__What to work on__
Word for word, return each entry that follows, with every image removed.

------------------------------------------------------------

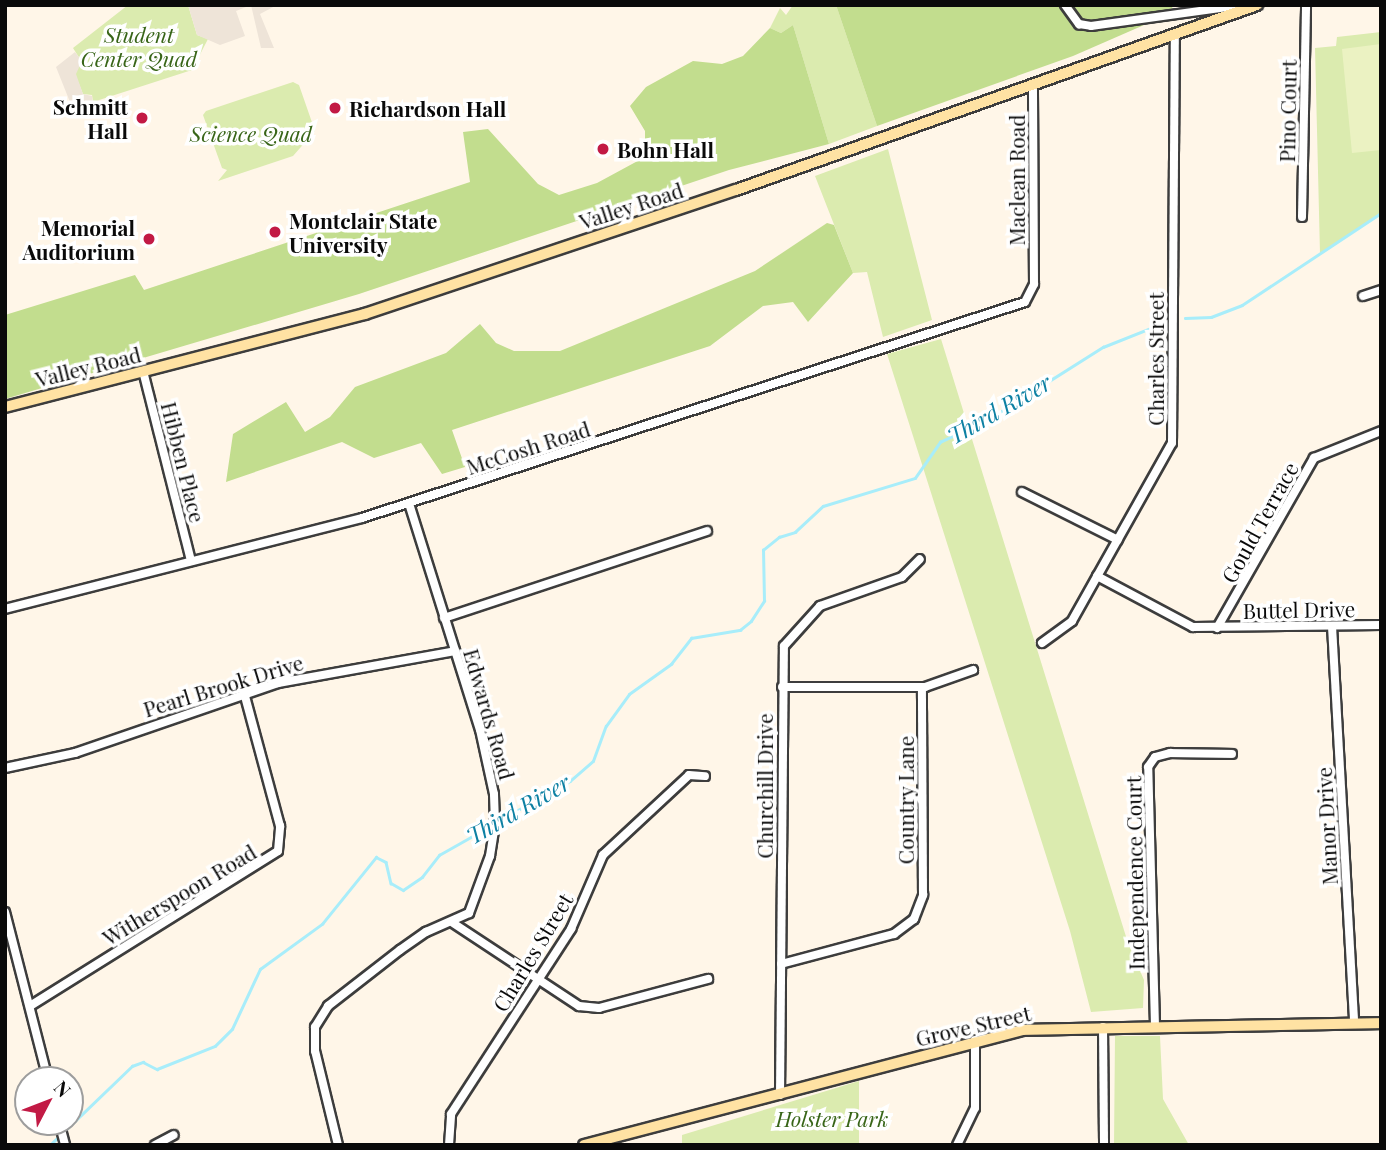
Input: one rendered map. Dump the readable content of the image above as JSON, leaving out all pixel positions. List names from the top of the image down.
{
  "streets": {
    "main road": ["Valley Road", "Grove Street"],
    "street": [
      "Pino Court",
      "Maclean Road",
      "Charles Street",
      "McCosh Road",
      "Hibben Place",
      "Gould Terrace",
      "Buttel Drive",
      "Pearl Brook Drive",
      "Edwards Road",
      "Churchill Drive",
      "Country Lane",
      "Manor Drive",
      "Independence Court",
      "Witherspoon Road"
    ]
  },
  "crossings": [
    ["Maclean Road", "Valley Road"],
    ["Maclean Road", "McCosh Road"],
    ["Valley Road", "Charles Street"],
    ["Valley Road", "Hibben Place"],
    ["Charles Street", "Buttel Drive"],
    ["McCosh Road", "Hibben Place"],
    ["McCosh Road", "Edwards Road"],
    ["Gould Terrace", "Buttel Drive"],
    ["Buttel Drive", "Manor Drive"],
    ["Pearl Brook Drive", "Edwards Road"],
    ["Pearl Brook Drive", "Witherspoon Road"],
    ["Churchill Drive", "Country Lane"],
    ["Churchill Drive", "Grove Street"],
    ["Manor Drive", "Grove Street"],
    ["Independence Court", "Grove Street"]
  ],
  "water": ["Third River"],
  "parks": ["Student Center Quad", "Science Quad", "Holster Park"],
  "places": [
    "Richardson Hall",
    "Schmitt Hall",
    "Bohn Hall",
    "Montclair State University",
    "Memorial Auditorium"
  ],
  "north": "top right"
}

------------------------------------------------------------

__Solution__
Input: one rendered map. Dump the readable content of the image above as JSON, leaving out all pixel positions. List names from the top of the image down.
{
  "streets": {
    "main road": ["Valley Road", "Grove Street"],
    "street": [
      "Pino Court",
      "Maclean Road",
      "Charles Street",
      "McCosh Road",
      "Hibben Place",
      "Gould Terrace",
      "Buttel Drive",
      "Pearl Brook Drive",
      "Edwards Road",
      "Churchill Drive",
      "Country Lane",
      "Manor Drive",
      "Independence Court",
      "Witherspoon Road"
    ]
  },
  "crossings": [
    ["Maclean Road", "Valley Road"],
    ["Maclean Road", "McCosh Road"],
    ["Valley Road", "Charles Street"],
    ["Valley Road", "Hibben Place"],
    ["Charles Street", "Buttel Drive"],
    ["McCosh Road", "Hibben Place"],
    ["McCosh Road", "Edwards Road"],
    ["Gould Terrace", "Buttel Drive"],
    ["Buttel Drive", "Manor Drive"],
    ["Pearl Brook Drive", "Edwards Road"],
    ["Pearl Brook Drive", "Witherspoon Road"],
    ["Churchill Drive", "Country Lane"],
    ["Churchill Drive", "Grove Street"],
    ["Manor Drive", "Grove Street"],
    ["Independence Court", "Grove Street"]
  ],
  "water": ["Third River"],
  "parks": ["Student Center Quad", "Science Quad", "Holster Park"],
  "places": [
    "Richardson Hall",
    "Schmitt Hall",
    "Bohn Hall",
    "Montclair State University",
    "Memorial Auditorium"
  ],
  "north": "top right"
}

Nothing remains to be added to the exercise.